→ Action item
From the line containing "Draw a box around" to the end of the entries, return every line exactly, both ends included, and add nothing.

→ Stored items
──────────
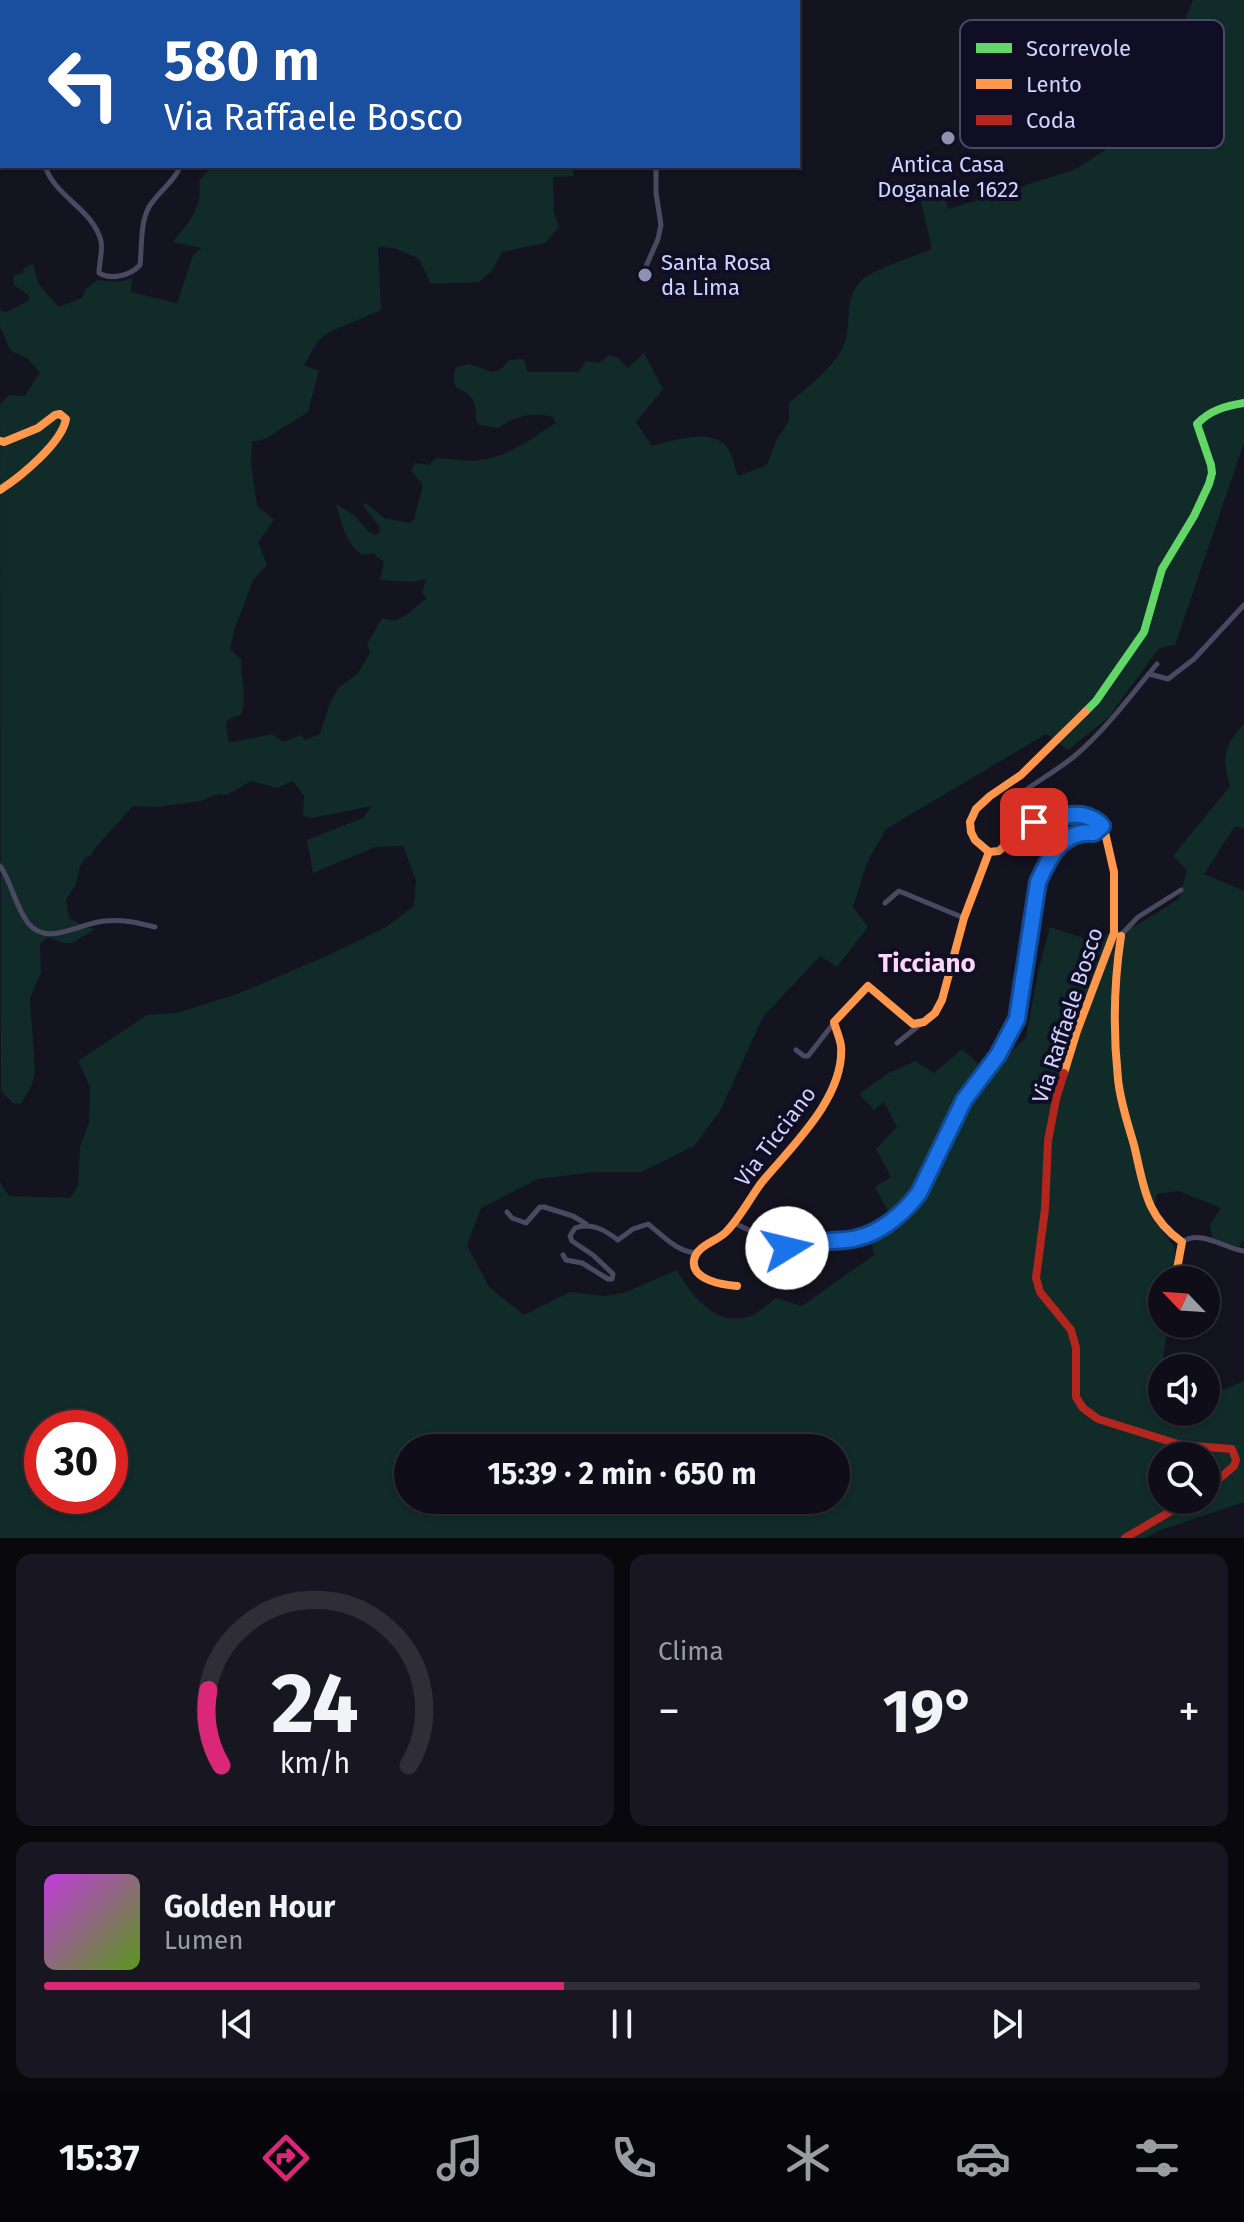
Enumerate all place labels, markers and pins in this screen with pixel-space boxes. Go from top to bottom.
marker: Antica Casa Doganale 1622 [939,129,957,147]
place label: Antica Casa Doganale 1622 [877,151,1019,203]
place label: Santa Rosa da Lima [661,249,771,301]
marker: Santa Rosa da Lima [636,266,654,284]
pin [1000,788,1068,856]

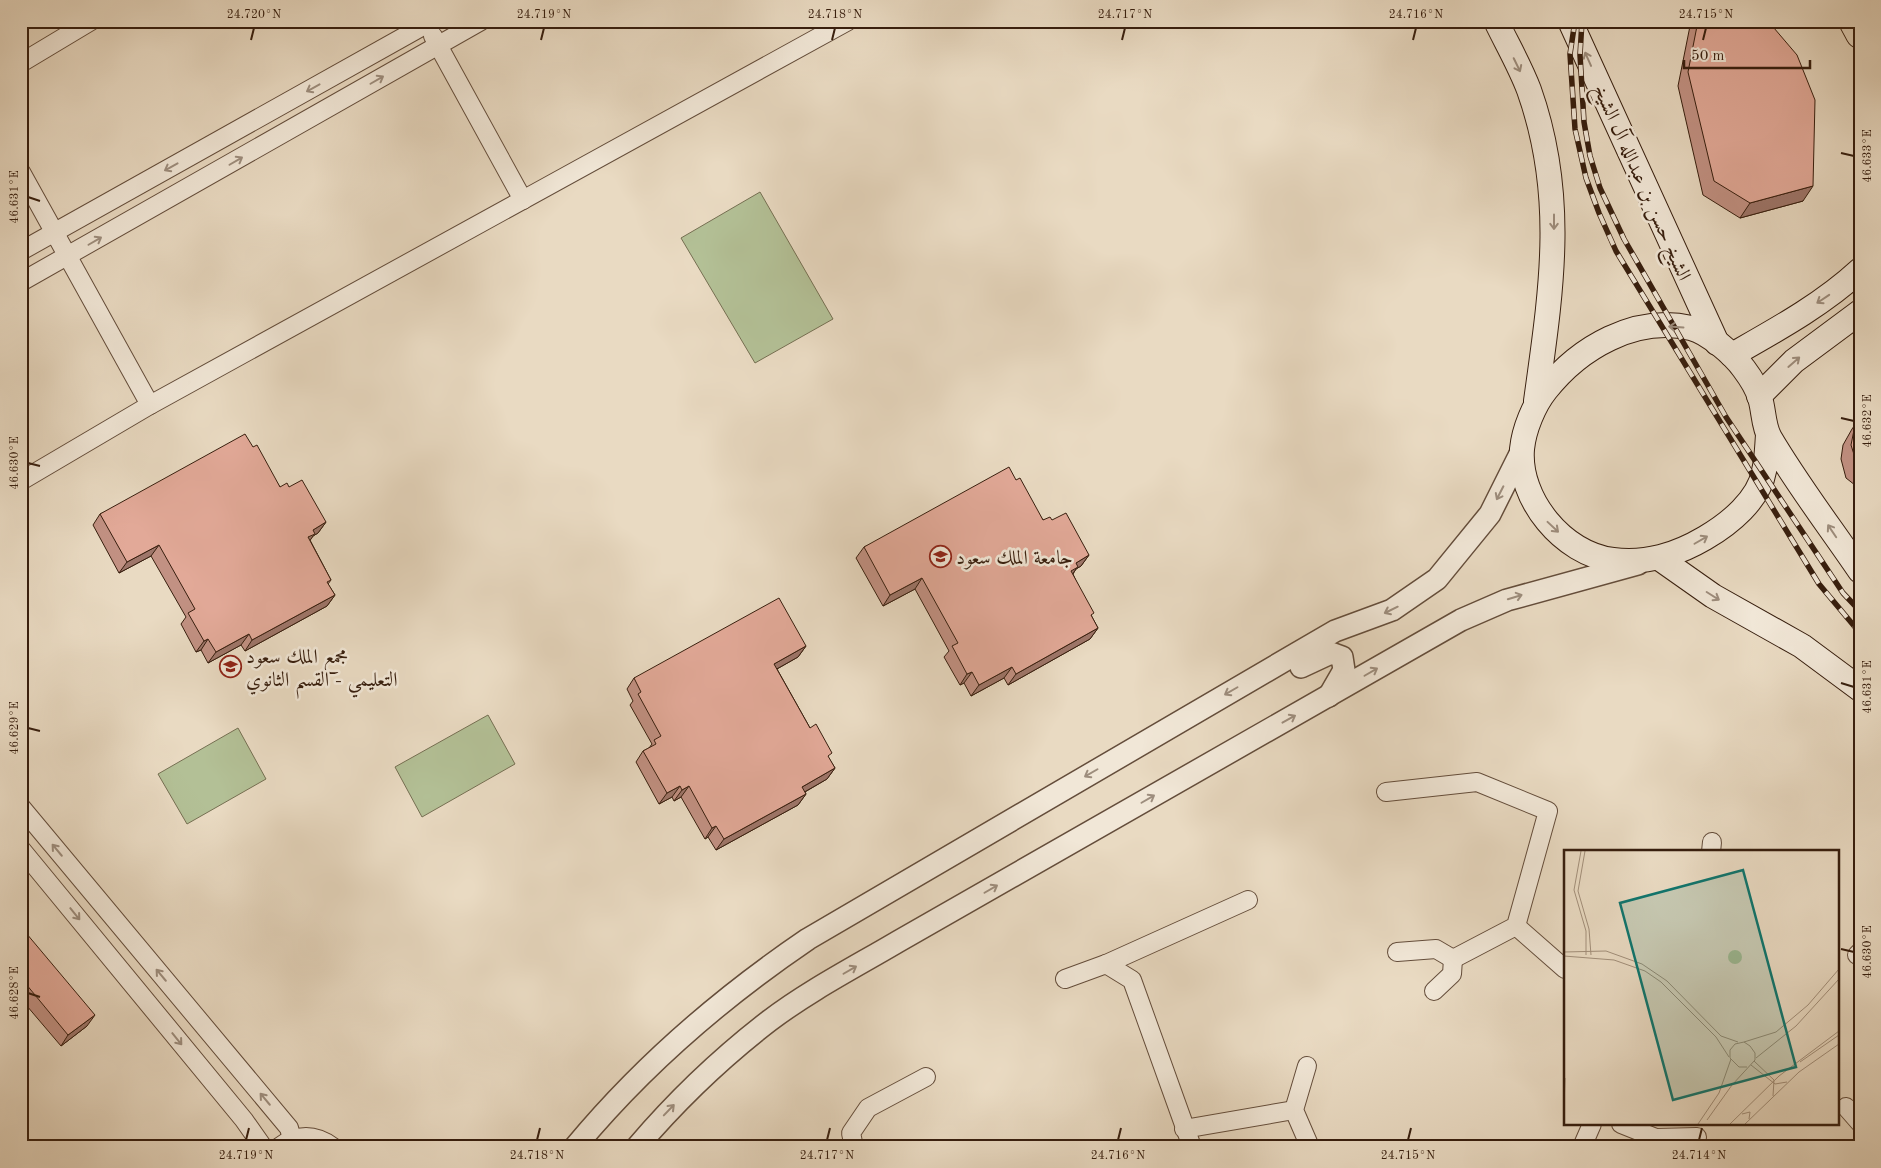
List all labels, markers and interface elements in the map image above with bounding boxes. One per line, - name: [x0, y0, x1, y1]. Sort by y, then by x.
- text: 24.715°N: [1679, 8, 1733, 21]
- text: 24.720°N: [227, 9, 281, 21]
- text: 24.719°N: [517, 9, 571, 21]
- text: 24.718°N: [808, 9, 862, 21]
- text: 24.717°N: [1098, 9, 1152, 21]
- text: 24.716°N: [1389, 9, 1443, 21]
- scale bar: [1684, 38, 1810, 70]
- text: 50 m: [1691, 49, 1725, 64]
- one-way arrow: [1582, 52, 1592, 67]
- one-way arrow: [1513, 57, 1522, 72]
- one-way arrow: [369, 75, 383, 85]
- street label: الشيخ حسن بن عبدالله آل الشيخ: [1583, 80, 1697, 286]
- one-way arrow: [305, 83, 320, 93]
- text: 46.633°E: [1862, 129, 1874, 183]
- one-way arrow: [228, 155, 242, 165]
- one-way arrow: [164, 163, 179, 173]
- text: 46.631°E: [9, 170, 21, 224]
- one-way arrow: [1549, 214, 1559, 230]
- one-way arrow: [87, 236, 101, 246]
- one-way arrow: [1816, 294, 1830, 304]
- one-way arrow: [1668, 322, 1684, 331]
- one-way arrow: [1788, 356, 1801, 368]
- text: 46.632°E: [1862, 394, 1874, 448]
- text: 46.630°E: [9, 436, 21, 490]
- one-way arrow: [1495, 485, 1504, 500]
- one-way arrow: [1547, 521, 1560, 533]
- one-way arrow: [1827, 524, 1837, 538]
- one-way arrow: [1694, 534, 1708, 544]
- school or university icon: جامعة الملك سعود: [928, 545, 952, 569]
- place label: جامعة الملك سعود: [956, 549, 1073, 570]
- one-way arrow: [1706, 590, 1720, 601]
- one-way arrow: [1507, 592, 1523, 602]
- one-way arrow: [1384, 605, 1399, 615]
- place label: مجمع الملك سعود التعليمي - القسم الثانوي: [246, 648, 398, 699]
- school or university icon: مجمع الملك سعود التعليمي - القسم الثانوي: [218, 655, 242, 679]
- text: 46.631°E: [1862, 660, 1874, 714]
- one-way arrow: [1364, 666, 1378, 676]
- one-way arrow: [1225, 687, 1239, 697]
- text: 46.629°E: [9, 701, 21, 755]
- one-way arrow: [1281, 714, 1296, 724]
- one-way arrow: [1084, 768, 1099, 778]
- one-way arrow: [1140, 794, 1154, 804]
- one-way arrow: [51, 844, 62, 857]
- inset map: [1564, 850, 1838, 1126]
- one-way arrow: [984, 883, 998, 893]
- one-way arrow: [69, 907, 80, 920]
- text: 46.630°E: [1862, 925, 1874, 979]
- one-way arrow: [843, 964, 857, 974]
- text: 46.628°E: [9, 966, 21, 1020]
- one-way arrow: [155, 968, 166, 981]
- one-way arrow: [172, 1033, 183, 1046]
- one-way arrow: [259, 1093, 271, 1106]
- one-way arrow: [663, 1104, 675, 1116]
- text: 24.715°N: [1381, 1149, 1435, 1162]
- text: 24.719°N: [219, 1150, 273, 1162]
- text: 24.718°N: [510, 1150, 564, 1162]
- text: 24.717°N: [800, 1150, 854, 1162]
- text: 24.716°N: [1091, 1150, 1145, 1162]
- text: 24.714°N: [1672, 1150, 1726, 1162]

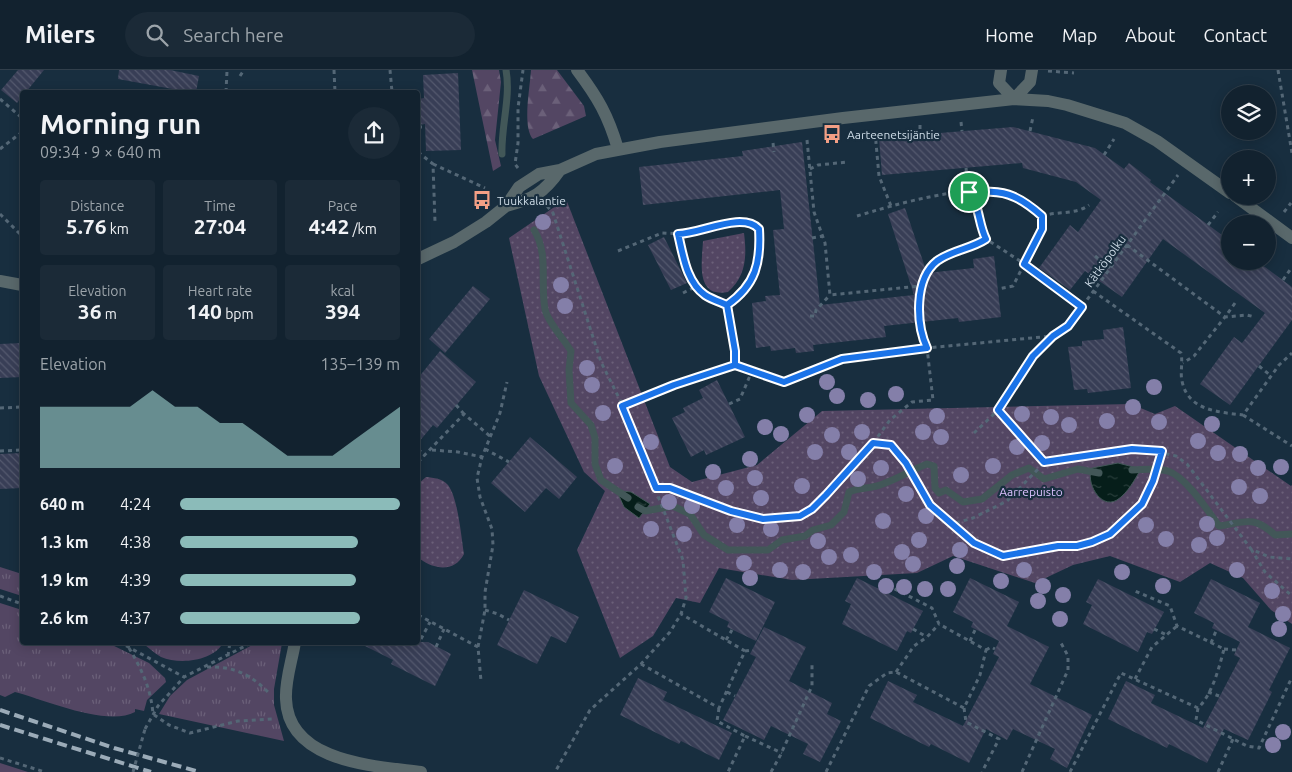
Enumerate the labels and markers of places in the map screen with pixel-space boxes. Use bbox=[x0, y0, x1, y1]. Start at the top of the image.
bus stop icon: Aarteenetsijäntie bbox=[821, 123, 843, 145]
place label: Aarteenetsijäntie bbox=[847, 128, 940, 141]
pin bbox=[948, 171, 990, 213]
bus stop icon: Tuukkalantie bbox=[471, 189, 493, 211]
place label: Tuukkalantie bbox=[497, 194, 566, 207]

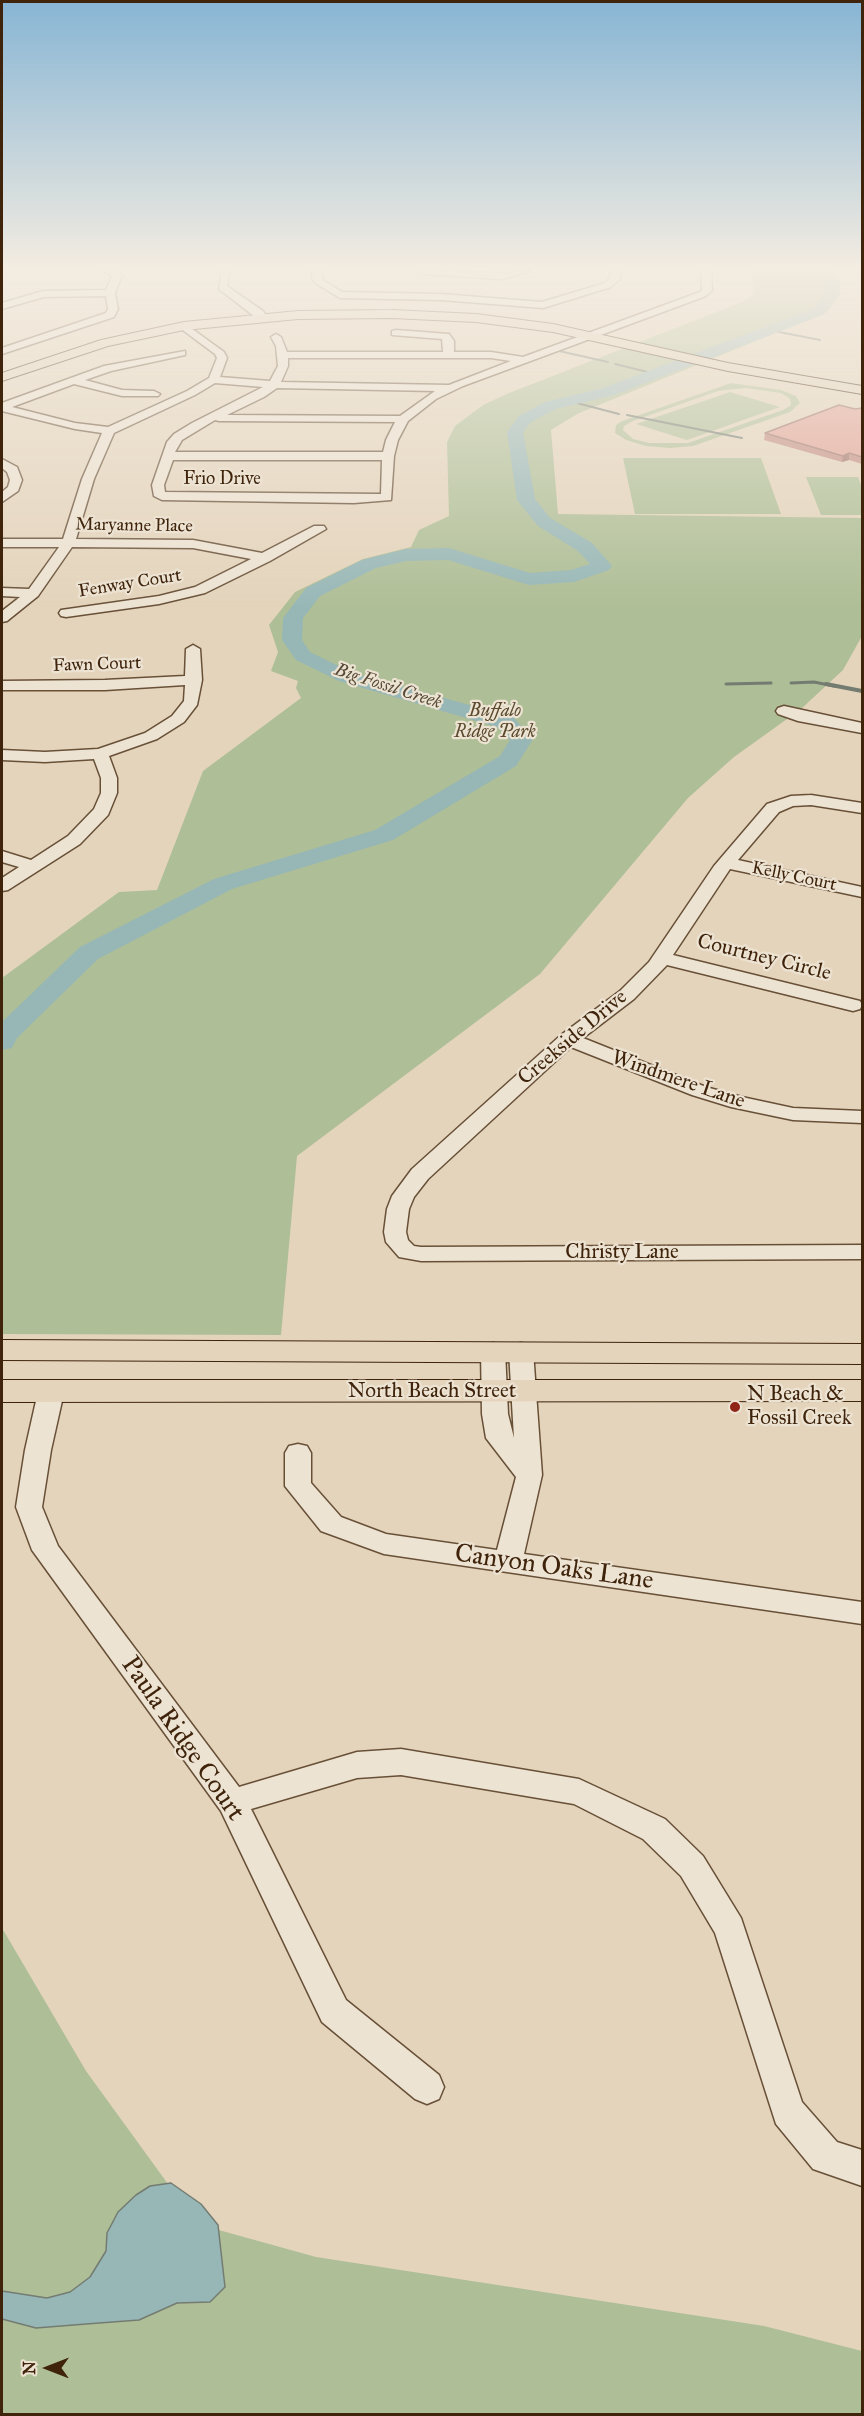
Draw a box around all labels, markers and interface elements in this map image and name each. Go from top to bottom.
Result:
──────────
→ Task response
Draw a box around all labels, markers and interface elements in this map image and name each. Go from top to bottom.
Result:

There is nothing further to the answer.